Short-sellers are targeting grocer Sainsbury’s amid fears that Dave Lewis, the new boss of rival Tesco, will reset margins when he arrives.
Since Lewis was unveiled as the new chief executive of Tesco, the proportion of Sainsbury’s shares out on loan has risen and is approaching levels not seen since July 2006, when financial data group Markit began compiling its data, reported The Telegraph.
Some 10.5% of Sainsbury’s shares have been borrowed, up from 9.3% on the day Lewis was revealed as Philip Clarke’s replacement, making it the most shorted stock in the FTSE 100.
Exane BNP Paribas analyst Andrew Gwynn told the newspaper: “The fear is that incoming CEOs of food retailers often reset margins and clearly there is a knock-on effect for everyone in the market.

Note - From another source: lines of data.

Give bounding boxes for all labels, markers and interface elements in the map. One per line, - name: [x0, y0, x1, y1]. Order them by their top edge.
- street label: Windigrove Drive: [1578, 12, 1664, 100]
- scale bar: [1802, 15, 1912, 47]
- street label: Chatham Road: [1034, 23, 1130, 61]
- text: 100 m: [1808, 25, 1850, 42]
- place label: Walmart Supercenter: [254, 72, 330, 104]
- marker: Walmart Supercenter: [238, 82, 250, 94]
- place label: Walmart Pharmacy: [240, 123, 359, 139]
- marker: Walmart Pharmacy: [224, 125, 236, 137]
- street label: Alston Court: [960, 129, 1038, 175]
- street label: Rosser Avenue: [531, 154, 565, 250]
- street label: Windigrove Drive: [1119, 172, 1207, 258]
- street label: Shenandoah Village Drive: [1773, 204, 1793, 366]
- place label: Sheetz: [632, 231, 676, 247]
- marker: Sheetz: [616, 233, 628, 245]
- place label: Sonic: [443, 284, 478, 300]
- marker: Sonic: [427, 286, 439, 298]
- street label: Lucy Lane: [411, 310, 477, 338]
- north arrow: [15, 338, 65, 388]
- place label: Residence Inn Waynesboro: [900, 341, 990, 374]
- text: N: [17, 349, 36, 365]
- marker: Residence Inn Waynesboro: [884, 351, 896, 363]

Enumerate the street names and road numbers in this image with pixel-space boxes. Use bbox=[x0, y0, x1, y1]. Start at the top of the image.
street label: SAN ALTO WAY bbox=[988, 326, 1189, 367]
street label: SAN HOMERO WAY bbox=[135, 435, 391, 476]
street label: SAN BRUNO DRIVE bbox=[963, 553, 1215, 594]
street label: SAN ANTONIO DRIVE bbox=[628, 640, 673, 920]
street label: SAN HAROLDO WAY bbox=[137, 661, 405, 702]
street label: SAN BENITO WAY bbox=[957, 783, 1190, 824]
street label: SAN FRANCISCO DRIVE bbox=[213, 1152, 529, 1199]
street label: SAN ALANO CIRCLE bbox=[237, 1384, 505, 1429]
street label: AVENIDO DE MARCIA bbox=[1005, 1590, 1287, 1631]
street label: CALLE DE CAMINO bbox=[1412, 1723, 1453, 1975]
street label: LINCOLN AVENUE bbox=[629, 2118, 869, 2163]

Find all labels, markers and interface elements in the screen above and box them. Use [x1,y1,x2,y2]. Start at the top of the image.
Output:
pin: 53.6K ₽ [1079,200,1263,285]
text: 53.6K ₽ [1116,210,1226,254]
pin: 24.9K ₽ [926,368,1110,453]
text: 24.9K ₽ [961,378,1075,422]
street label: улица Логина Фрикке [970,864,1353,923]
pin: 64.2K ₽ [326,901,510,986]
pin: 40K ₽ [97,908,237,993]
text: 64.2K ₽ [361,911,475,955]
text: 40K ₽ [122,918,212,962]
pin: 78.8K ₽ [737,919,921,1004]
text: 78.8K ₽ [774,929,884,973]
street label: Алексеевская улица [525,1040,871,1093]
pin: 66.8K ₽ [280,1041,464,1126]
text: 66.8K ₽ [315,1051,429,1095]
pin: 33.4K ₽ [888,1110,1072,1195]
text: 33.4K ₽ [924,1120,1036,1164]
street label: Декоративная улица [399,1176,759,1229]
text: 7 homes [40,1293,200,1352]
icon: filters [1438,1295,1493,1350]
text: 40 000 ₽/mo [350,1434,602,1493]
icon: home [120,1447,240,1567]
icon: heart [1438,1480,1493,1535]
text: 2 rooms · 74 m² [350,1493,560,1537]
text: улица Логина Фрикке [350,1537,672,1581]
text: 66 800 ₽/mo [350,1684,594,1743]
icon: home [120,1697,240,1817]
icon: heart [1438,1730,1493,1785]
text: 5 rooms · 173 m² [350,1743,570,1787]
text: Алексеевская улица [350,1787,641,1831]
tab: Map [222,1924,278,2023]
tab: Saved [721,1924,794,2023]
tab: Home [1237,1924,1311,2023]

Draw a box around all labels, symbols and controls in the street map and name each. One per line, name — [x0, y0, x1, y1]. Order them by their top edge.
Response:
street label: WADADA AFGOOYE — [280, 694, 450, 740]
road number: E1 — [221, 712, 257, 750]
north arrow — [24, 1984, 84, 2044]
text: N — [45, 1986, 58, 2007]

“The reason why people jump on Sainsbury’s is that its balance sheet and operational free cashflow used to be the weakest.”
Short-sellers profit from falling share prices by borrowing stock and then selling it, in the hope that they will be able to buy it back at a lower price and pocket the difference.
Hedge funds including Lansdowne Partners and Odey Asset Management are betting against Sainsbury’s, which has suffered a 6.9% fall in its share price since Lewis’ appointment.
Morrisons shares on loan have also crept up from 7.2% to 7.6% over the same period.